Items from a dataset:
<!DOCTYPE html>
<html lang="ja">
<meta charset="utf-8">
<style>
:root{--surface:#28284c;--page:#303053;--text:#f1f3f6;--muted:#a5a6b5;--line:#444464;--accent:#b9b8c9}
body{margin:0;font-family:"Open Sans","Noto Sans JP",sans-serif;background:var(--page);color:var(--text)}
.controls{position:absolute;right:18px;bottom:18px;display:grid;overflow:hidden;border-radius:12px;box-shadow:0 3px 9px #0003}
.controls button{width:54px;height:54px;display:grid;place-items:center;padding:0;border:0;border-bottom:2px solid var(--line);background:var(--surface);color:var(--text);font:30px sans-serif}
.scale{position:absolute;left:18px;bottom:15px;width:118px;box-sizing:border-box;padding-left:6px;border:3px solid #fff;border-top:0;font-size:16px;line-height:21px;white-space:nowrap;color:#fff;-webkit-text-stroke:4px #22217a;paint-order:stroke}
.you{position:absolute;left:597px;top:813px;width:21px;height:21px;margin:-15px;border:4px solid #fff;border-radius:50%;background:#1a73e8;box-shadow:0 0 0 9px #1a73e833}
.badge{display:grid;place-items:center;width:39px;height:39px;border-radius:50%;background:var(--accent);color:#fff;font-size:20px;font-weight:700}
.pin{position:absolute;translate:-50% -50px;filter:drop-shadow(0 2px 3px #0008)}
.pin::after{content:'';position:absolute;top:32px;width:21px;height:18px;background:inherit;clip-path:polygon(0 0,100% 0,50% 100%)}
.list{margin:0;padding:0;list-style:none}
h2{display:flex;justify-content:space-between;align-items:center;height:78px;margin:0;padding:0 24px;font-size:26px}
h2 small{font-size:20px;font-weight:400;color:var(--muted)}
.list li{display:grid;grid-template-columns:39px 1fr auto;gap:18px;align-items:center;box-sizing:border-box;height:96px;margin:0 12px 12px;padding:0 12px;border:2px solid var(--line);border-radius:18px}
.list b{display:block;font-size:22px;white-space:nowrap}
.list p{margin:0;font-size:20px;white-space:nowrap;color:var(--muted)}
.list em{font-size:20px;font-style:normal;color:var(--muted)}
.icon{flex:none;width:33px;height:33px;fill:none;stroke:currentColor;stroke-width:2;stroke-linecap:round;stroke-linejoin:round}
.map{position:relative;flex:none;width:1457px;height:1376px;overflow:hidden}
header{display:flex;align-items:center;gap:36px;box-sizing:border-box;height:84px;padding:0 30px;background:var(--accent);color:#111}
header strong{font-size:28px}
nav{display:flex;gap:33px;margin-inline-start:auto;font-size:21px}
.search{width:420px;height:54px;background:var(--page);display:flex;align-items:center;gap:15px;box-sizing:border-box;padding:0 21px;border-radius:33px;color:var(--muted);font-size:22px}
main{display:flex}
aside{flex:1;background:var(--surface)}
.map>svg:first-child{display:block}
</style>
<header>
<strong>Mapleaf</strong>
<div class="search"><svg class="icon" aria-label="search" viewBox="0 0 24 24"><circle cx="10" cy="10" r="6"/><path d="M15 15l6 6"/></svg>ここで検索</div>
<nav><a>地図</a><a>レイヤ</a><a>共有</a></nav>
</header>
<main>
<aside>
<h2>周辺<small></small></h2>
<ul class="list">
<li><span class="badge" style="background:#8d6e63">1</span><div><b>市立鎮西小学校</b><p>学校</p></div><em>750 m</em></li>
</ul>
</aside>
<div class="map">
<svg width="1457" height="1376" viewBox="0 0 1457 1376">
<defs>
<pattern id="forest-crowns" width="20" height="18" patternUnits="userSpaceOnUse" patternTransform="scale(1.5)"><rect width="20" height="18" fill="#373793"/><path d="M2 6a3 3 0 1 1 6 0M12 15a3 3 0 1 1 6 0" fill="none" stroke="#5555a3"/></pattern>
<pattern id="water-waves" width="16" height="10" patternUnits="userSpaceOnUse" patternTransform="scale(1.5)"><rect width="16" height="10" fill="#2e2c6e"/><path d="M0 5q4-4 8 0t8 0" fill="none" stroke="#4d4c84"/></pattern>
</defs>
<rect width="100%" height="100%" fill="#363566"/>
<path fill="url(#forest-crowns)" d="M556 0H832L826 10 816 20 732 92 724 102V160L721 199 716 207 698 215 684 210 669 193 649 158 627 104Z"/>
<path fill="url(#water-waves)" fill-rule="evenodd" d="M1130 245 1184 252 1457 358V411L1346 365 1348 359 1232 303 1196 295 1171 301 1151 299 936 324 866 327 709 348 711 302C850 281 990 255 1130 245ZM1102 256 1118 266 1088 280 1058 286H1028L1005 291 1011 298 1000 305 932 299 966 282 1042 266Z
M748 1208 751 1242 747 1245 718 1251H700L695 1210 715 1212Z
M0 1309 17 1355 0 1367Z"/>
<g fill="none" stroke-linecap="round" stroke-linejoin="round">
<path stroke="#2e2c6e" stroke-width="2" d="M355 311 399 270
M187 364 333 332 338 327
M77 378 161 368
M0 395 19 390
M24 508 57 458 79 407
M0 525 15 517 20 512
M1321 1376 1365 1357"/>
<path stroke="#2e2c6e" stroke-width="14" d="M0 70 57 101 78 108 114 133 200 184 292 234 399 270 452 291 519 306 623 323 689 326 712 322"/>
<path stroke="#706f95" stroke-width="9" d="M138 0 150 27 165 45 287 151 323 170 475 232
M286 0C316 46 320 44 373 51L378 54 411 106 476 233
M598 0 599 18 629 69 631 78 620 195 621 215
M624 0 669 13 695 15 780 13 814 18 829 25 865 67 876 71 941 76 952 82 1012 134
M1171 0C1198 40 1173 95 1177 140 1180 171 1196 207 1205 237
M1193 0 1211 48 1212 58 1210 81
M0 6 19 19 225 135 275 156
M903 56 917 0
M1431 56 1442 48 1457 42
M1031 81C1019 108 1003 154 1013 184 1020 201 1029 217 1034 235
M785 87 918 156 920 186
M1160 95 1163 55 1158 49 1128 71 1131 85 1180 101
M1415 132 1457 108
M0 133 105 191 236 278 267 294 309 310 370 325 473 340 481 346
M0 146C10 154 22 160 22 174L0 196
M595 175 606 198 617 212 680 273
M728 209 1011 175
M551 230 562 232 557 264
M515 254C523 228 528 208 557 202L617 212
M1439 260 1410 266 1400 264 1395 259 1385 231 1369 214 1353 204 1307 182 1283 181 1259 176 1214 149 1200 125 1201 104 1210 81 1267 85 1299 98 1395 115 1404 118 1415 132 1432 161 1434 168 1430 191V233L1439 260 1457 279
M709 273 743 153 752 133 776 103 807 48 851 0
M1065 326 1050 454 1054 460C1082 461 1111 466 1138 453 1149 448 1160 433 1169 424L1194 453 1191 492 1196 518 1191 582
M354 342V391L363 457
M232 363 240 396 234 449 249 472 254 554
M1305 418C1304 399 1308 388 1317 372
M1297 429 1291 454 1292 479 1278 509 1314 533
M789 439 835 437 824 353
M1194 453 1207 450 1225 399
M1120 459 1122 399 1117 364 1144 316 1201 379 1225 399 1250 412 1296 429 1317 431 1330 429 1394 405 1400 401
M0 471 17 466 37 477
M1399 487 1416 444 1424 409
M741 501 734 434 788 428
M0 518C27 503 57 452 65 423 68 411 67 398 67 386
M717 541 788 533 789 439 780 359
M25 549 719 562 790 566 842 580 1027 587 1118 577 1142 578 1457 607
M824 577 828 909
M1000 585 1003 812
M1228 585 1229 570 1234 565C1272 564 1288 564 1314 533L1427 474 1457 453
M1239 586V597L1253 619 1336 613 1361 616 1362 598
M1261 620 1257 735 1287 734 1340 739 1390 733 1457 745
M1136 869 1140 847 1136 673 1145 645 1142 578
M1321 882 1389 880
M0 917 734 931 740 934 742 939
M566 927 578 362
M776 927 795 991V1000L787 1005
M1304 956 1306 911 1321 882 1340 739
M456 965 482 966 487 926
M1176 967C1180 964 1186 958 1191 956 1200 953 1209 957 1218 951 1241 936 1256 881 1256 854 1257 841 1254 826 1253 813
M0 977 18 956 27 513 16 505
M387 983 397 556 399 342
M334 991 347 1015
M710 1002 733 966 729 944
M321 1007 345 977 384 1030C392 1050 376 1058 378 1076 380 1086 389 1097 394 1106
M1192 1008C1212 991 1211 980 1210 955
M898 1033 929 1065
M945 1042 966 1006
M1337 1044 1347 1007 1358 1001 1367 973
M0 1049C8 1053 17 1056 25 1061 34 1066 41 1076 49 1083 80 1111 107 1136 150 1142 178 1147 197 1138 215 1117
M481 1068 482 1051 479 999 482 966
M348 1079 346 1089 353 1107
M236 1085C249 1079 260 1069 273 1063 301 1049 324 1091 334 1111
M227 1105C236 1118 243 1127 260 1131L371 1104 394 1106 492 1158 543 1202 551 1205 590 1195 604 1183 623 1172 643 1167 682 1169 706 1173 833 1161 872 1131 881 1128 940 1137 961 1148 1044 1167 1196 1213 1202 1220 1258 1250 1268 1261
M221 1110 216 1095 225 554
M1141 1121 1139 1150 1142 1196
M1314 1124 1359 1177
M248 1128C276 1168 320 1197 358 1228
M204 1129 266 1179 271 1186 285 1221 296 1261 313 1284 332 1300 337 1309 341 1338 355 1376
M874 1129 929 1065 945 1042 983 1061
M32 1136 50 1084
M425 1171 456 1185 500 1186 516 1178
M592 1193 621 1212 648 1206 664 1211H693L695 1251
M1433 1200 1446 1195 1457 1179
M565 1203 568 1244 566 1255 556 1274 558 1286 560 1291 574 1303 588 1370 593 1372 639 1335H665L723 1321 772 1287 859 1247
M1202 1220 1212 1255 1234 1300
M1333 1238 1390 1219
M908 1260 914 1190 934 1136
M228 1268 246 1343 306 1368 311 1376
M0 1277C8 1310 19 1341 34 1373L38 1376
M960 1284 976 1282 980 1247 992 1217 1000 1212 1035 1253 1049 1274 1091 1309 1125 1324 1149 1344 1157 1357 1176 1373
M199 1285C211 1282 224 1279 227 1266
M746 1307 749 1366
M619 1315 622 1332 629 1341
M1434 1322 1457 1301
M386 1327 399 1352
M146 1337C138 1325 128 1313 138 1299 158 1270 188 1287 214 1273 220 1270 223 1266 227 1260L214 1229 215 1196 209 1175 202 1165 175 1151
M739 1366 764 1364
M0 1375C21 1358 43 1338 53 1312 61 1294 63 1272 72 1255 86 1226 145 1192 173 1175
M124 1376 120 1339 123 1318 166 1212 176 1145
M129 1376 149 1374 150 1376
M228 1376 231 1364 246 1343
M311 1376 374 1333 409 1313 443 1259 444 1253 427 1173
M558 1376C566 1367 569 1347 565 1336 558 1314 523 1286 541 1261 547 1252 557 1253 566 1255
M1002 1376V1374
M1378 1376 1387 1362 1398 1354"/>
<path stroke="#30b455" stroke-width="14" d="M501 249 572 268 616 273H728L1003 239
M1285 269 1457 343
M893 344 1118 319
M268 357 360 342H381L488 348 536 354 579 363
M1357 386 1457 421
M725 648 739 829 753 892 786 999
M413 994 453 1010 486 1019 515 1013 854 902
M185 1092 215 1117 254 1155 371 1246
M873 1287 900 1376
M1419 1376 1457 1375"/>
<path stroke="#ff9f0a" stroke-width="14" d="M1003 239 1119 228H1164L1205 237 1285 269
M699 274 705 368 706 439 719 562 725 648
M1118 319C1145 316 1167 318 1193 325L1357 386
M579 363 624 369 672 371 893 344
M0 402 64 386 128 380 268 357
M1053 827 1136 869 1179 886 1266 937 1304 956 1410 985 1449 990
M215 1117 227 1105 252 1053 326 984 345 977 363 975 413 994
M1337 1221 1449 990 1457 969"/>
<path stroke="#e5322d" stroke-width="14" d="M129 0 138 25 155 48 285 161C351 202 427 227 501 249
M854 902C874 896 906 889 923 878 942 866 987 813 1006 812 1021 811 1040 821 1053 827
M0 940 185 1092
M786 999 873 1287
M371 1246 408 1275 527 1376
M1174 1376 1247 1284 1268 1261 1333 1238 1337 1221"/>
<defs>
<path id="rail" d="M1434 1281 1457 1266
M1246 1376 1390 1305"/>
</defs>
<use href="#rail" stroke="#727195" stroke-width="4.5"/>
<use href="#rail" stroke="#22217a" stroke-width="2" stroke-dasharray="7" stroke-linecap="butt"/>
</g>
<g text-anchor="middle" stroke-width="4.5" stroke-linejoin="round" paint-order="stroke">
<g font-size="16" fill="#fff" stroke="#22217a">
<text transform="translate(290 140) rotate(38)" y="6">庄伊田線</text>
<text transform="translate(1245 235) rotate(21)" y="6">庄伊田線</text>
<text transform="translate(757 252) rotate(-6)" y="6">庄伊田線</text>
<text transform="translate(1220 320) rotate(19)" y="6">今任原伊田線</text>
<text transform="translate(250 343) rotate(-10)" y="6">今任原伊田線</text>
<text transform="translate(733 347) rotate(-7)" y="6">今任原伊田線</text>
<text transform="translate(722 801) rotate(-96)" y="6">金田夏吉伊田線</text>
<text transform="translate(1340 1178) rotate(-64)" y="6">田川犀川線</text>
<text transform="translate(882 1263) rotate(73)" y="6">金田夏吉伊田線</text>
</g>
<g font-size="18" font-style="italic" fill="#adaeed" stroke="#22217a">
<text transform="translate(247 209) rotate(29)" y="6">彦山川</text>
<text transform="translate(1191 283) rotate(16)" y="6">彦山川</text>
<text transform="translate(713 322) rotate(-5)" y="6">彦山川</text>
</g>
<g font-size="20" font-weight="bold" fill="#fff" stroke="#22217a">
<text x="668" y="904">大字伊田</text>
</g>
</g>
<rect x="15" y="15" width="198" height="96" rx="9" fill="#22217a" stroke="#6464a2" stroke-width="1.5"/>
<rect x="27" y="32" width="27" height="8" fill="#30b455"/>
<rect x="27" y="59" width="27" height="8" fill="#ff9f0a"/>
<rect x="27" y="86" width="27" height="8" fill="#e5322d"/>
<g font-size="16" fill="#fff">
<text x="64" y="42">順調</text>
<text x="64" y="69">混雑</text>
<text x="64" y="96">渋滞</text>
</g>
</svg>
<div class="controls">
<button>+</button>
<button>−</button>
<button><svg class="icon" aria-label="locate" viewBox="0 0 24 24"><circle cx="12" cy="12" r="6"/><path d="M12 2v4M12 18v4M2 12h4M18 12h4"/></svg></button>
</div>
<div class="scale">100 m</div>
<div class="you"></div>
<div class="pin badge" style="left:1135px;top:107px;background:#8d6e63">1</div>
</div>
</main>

EXERCISE PROMPT: What is the number of lines in the records that hold the word "white"? Answer with that number only.

RESPONSE TO THE TASK: 3